When a line of the records contains "controls", copy it.

########

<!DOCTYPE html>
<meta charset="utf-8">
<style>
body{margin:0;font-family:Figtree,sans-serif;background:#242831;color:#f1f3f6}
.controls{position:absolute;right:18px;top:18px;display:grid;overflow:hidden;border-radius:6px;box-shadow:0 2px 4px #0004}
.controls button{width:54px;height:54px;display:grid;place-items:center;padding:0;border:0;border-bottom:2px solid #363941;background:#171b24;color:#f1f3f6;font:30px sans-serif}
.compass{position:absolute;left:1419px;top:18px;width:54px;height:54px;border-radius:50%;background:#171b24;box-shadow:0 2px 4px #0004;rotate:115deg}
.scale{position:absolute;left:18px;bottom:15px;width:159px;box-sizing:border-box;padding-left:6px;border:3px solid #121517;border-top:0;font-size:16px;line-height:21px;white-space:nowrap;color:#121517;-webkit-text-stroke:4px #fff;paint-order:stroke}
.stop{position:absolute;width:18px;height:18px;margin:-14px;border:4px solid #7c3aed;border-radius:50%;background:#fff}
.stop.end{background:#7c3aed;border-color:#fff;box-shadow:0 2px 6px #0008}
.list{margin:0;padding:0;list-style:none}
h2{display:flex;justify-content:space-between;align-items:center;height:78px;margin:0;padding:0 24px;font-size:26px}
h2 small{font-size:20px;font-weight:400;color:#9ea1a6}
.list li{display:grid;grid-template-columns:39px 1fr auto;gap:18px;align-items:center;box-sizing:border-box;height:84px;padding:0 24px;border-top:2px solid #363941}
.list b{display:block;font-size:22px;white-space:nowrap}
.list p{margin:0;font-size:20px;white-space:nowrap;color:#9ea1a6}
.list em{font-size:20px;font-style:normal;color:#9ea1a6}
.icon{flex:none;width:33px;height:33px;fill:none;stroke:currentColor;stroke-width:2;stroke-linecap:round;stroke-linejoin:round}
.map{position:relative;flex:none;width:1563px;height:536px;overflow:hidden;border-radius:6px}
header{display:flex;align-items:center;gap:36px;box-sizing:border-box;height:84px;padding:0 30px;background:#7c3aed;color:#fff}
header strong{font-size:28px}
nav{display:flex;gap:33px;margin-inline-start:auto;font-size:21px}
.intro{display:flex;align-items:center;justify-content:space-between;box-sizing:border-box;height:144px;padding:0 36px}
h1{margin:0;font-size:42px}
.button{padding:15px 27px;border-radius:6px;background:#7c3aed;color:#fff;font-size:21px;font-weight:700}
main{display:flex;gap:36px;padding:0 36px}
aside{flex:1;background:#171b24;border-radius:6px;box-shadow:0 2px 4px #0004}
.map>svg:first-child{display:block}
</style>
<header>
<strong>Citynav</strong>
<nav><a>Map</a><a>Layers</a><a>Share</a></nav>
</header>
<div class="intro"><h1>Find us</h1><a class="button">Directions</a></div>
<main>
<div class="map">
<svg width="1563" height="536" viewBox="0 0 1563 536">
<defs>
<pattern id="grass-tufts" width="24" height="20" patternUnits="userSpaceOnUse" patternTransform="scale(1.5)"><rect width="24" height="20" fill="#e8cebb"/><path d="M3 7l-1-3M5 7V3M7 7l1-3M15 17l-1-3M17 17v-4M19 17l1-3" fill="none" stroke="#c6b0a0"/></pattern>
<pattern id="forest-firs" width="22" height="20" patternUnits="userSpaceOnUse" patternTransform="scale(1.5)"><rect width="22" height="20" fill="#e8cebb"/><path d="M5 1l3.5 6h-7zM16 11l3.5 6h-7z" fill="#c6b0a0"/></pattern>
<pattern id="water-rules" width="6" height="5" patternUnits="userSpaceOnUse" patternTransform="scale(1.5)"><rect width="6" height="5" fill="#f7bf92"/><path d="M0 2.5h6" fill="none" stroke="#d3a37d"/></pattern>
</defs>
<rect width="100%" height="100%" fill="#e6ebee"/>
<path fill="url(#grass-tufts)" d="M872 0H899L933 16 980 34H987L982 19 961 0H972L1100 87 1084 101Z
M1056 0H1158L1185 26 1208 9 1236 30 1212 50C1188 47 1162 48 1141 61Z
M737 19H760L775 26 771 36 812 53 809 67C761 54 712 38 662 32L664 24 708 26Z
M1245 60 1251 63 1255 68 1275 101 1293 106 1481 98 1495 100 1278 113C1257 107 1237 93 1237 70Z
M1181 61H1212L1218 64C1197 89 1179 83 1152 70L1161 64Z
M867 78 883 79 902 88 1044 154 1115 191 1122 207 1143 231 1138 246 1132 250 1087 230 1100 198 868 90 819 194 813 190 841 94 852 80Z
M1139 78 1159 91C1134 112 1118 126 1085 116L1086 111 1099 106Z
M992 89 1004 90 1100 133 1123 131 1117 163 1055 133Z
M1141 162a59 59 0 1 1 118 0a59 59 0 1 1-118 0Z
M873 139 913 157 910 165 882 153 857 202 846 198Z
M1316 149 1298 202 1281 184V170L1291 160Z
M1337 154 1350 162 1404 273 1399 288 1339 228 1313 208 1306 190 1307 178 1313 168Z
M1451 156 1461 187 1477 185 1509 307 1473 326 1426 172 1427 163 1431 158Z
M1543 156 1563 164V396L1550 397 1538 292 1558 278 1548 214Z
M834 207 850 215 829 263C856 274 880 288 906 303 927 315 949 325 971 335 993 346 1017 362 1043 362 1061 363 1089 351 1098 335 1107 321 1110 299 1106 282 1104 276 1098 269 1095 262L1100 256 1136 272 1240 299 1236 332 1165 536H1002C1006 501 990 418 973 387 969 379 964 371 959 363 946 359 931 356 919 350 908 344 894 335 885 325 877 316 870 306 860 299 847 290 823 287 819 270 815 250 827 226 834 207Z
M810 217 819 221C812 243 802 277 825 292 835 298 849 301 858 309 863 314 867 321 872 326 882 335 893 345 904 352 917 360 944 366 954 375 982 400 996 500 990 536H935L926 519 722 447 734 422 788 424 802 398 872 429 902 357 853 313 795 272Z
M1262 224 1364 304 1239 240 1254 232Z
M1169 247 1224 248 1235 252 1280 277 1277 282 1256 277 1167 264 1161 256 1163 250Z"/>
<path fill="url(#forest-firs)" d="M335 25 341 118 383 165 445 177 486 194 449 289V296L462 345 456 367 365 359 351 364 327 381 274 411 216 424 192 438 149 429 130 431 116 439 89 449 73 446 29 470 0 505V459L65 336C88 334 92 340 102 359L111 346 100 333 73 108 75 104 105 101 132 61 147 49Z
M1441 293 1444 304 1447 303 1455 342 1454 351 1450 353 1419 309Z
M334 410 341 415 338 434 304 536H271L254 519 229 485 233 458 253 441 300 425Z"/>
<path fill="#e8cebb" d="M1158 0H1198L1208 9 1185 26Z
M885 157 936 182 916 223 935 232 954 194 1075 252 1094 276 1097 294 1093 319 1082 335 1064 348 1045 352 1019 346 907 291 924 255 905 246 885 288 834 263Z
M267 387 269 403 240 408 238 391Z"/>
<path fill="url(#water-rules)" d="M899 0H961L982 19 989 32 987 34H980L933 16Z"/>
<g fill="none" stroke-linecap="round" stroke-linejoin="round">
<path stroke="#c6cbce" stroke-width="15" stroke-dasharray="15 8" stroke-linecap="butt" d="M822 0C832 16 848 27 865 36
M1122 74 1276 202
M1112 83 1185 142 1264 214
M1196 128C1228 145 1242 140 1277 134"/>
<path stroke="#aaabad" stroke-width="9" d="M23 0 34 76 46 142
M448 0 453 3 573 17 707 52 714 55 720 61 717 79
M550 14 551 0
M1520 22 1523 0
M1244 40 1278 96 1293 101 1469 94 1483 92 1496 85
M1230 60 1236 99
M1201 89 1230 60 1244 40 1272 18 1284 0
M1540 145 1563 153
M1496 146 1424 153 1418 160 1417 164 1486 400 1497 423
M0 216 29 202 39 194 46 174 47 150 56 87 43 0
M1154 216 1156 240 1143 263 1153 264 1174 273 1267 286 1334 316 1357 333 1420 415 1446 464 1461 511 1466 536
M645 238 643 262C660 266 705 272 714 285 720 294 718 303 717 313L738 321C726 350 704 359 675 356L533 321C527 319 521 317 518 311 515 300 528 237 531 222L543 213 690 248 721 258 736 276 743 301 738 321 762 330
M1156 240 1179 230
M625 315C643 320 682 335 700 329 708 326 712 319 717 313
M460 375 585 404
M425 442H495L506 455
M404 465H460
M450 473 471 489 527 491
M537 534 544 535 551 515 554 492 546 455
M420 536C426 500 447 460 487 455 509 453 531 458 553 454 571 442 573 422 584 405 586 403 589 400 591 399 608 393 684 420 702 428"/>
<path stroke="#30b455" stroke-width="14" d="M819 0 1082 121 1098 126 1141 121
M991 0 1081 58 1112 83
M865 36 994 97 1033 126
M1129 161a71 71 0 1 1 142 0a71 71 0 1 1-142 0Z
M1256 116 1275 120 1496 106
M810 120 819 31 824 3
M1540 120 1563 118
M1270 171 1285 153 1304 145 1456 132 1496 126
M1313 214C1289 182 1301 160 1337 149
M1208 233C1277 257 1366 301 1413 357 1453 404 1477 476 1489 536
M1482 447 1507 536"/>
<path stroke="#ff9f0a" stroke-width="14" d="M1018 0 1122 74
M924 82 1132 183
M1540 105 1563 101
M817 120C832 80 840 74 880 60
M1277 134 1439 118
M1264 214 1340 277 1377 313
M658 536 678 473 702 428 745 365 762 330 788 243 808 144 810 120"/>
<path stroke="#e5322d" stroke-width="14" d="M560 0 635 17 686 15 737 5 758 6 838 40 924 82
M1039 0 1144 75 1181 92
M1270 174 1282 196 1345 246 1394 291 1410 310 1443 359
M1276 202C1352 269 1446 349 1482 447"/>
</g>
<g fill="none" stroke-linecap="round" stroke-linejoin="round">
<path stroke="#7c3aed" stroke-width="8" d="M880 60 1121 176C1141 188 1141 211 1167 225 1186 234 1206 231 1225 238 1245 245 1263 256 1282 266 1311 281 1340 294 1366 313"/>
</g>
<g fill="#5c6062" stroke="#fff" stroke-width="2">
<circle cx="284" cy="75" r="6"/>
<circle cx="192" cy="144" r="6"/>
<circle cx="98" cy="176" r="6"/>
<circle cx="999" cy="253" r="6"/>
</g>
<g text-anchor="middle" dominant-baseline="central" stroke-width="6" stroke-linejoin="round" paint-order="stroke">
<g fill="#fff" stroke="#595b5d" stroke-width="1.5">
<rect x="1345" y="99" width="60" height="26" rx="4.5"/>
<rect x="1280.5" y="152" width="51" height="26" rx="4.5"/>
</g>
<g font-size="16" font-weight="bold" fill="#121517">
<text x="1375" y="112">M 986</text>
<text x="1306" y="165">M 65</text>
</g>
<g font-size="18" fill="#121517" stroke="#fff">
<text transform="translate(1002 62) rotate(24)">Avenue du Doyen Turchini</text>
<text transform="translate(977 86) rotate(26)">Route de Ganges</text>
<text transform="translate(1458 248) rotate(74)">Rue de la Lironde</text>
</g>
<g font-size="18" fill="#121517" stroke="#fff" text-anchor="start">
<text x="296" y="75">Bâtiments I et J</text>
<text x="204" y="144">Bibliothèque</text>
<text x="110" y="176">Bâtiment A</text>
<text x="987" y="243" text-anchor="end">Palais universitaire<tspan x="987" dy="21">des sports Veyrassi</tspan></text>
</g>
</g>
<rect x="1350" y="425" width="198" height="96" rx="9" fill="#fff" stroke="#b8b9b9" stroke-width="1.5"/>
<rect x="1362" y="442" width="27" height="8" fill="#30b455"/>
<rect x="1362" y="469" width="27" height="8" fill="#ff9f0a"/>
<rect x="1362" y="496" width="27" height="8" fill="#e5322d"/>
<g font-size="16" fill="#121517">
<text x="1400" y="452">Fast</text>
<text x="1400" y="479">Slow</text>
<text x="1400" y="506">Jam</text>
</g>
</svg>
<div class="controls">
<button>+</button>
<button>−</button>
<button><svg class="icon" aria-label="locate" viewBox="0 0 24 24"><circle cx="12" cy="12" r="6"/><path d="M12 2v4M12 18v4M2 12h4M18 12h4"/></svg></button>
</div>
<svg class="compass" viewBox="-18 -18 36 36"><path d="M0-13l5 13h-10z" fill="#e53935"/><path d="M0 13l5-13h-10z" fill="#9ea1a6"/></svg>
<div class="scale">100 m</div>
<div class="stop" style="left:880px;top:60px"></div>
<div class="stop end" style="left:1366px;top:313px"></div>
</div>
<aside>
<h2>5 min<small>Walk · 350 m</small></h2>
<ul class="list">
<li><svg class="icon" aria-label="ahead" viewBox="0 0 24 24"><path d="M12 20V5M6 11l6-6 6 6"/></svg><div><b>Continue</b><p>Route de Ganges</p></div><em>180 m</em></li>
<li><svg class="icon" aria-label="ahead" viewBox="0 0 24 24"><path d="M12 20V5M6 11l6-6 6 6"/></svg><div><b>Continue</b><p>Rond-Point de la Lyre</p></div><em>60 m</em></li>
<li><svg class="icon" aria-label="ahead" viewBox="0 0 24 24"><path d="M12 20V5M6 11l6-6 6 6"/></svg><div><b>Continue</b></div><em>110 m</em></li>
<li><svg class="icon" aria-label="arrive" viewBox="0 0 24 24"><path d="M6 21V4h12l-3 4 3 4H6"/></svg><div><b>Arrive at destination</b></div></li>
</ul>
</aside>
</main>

########

Answer space:
.controls{position:absolute;right:18px;top:18px;display:grid;overflow:hidden;border-radius:6px;box-shadow:0 2px 4px #0004}
.controls button{width:54px;height:54px;display:grid;place-items:center;padding:0;border:0;border-bottom:2px solid #363941;background:#171b24;color:#f1f3f6;font:30px sans-serif}
<div class="controls">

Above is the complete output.